» YOUR GOAL
For the entries below, the expected answer is the line with "1715px,614px 1767px,554px 1771px,550px", the line with "2093px,308px 2139px,258px 2148px,249px", and every line between them, exactly as written, and nothing more.
--- TASK DATA Enclosed Below ---
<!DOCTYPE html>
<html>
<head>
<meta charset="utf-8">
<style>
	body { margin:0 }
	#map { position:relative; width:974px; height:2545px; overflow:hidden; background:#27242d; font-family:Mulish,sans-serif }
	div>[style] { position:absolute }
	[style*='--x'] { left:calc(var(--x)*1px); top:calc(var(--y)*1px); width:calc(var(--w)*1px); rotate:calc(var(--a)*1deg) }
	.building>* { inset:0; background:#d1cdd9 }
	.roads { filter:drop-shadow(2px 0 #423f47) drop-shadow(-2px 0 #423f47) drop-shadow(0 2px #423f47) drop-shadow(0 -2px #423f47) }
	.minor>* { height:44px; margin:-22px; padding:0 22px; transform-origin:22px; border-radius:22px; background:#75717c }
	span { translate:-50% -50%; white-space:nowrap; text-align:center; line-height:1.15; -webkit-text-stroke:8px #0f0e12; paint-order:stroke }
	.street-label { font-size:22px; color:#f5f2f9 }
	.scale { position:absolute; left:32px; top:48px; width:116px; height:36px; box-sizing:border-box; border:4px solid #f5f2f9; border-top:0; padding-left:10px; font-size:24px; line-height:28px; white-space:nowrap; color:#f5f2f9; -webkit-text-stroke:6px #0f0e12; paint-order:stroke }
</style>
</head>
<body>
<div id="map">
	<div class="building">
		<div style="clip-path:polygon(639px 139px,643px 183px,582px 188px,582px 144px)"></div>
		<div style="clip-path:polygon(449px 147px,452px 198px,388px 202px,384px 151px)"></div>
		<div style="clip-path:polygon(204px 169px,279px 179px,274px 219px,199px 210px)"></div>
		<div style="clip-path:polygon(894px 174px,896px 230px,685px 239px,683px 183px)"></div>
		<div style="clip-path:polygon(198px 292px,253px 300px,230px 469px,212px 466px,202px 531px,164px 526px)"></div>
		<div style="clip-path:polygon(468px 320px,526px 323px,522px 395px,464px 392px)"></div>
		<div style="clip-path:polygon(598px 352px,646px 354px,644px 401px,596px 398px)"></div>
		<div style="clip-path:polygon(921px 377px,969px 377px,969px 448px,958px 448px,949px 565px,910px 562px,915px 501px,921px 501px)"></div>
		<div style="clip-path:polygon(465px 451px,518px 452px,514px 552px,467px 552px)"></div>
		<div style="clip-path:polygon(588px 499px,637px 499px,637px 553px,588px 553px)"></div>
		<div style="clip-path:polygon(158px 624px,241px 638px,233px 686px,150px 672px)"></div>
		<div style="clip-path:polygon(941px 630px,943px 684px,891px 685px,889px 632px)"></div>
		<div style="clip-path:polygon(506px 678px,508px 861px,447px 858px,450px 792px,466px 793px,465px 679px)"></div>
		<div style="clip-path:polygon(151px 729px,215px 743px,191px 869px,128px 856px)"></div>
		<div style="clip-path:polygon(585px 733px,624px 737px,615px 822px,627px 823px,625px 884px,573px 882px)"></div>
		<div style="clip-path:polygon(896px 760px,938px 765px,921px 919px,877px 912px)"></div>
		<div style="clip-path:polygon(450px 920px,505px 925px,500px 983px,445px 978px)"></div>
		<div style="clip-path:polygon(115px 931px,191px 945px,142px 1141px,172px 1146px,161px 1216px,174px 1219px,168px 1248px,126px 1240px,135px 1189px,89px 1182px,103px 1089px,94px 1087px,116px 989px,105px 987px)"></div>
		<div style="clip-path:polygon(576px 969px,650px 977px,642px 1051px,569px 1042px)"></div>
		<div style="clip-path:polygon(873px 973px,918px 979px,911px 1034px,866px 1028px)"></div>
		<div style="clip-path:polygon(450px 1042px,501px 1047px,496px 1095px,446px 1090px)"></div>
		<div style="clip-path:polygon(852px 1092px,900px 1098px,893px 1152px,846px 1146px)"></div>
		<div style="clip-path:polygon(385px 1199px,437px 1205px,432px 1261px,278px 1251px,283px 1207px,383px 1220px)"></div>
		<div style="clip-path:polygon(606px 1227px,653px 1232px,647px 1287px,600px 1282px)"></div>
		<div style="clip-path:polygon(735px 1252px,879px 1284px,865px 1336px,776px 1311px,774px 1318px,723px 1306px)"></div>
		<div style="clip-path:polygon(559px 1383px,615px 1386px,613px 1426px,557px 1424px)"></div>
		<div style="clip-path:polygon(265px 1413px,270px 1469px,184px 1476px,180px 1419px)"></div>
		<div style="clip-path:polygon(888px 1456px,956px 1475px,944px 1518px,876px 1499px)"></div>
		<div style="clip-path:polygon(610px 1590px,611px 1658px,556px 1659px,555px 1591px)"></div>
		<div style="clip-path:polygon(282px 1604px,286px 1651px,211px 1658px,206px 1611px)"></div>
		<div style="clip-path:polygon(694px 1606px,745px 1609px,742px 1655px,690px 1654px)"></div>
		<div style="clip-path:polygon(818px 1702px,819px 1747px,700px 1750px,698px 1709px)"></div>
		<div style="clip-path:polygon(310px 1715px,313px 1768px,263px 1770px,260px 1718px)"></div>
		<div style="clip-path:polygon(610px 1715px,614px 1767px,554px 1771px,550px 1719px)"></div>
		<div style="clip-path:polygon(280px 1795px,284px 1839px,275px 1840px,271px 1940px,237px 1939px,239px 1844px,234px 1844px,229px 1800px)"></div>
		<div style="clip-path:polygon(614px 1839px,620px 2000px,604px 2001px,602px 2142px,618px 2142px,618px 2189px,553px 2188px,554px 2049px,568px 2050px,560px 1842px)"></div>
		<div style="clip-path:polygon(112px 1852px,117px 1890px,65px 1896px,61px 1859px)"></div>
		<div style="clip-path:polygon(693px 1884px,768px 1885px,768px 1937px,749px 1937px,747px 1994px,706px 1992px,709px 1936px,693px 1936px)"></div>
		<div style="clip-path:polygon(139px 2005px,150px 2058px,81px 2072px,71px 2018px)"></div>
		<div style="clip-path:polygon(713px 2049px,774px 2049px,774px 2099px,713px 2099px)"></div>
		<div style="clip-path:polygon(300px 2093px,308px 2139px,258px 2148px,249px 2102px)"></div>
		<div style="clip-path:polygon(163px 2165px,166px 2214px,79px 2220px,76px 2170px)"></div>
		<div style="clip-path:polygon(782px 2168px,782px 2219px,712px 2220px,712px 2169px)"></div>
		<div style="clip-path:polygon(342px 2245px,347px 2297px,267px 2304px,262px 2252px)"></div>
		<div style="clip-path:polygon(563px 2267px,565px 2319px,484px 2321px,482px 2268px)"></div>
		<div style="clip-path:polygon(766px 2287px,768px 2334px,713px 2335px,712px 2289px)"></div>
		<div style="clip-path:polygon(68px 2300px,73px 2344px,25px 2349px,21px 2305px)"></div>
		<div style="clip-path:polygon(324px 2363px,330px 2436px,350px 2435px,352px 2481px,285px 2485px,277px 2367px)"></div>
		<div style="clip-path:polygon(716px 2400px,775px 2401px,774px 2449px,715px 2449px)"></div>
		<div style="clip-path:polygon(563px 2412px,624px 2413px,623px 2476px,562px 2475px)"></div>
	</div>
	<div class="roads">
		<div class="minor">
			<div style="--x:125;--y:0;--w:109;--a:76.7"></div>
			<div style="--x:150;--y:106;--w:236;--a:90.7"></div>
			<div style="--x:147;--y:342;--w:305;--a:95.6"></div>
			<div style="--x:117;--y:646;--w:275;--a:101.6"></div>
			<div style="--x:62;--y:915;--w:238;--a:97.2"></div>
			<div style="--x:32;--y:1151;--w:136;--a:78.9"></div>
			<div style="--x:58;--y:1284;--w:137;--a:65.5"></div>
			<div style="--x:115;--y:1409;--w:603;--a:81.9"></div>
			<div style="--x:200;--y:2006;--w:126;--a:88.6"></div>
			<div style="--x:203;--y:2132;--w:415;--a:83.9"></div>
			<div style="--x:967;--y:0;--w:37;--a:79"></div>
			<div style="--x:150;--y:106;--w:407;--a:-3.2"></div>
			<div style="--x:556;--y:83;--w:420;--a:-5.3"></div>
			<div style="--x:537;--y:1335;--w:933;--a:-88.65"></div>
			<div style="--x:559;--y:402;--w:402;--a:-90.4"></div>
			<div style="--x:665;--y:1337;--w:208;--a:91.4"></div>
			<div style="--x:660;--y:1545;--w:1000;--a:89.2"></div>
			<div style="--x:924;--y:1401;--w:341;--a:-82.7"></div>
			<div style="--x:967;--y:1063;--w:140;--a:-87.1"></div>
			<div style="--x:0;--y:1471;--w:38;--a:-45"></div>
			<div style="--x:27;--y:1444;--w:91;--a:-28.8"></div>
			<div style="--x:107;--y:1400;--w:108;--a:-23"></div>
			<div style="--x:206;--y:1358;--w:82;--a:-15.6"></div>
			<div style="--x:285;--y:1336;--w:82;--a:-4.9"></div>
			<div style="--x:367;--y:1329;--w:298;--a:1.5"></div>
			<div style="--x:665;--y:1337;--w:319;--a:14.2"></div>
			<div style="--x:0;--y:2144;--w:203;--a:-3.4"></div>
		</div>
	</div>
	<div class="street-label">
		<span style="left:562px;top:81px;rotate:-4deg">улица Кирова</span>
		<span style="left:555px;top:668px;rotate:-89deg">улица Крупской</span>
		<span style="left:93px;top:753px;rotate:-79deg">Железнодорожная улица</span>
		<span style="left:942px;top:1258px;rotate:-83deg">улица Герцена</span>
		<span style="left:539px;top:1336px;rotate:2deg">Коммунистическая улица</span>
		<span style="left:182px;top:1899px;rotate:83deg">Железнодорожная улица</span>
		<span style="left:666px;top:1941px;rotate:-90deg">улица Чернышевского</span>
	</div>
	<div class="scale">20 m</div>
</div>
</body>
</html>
--- End of Enclosed TASK DATA ---
» ANSWER TO THIS TASK
		<div style="clip-path:polygon(610px 1715px,614px 1767px,554px 1771px,550px 1719px)"></div>
		<div style="clip-path:polygon(280px 1795px,284px 1839px,275px 1840px,271px 1940px,237px 1939px,239px 1844px,234px 1844px,229px 1800px)"></div>
		<div style="clip-path:polygon(614px 1839px,620px 2000px,604px 2001px,602px 2142px,618px 2142px,618px 2189px,553px 2188px,554px 2049px,568px 2050px,560px 1842px)"></div>
		<div style="clip-path:polygon(112px 1852px,117px 1890px,65px 1896px,61px 1859px)"></div>
		<div style="clip-path:polygon(693px 1884px,768px 1885px,768px 1937px,749px 1937px,747px 1994px,706px 1992px,709px 1936px,693px 1936px)"></div>
		<div style="clip-path:polygon(139px 2005px,150px 2058px,81px 2072px,71px 2018px)"></div>
		<div style="clip-path:polygon(713px 2049px,774px 2049px,774px 2099px,713px 2099px)"></div>
		<div style="clip-path:polygon(300px 2093px,308px 2139px,258px 2148px,249px 2102px)"></div>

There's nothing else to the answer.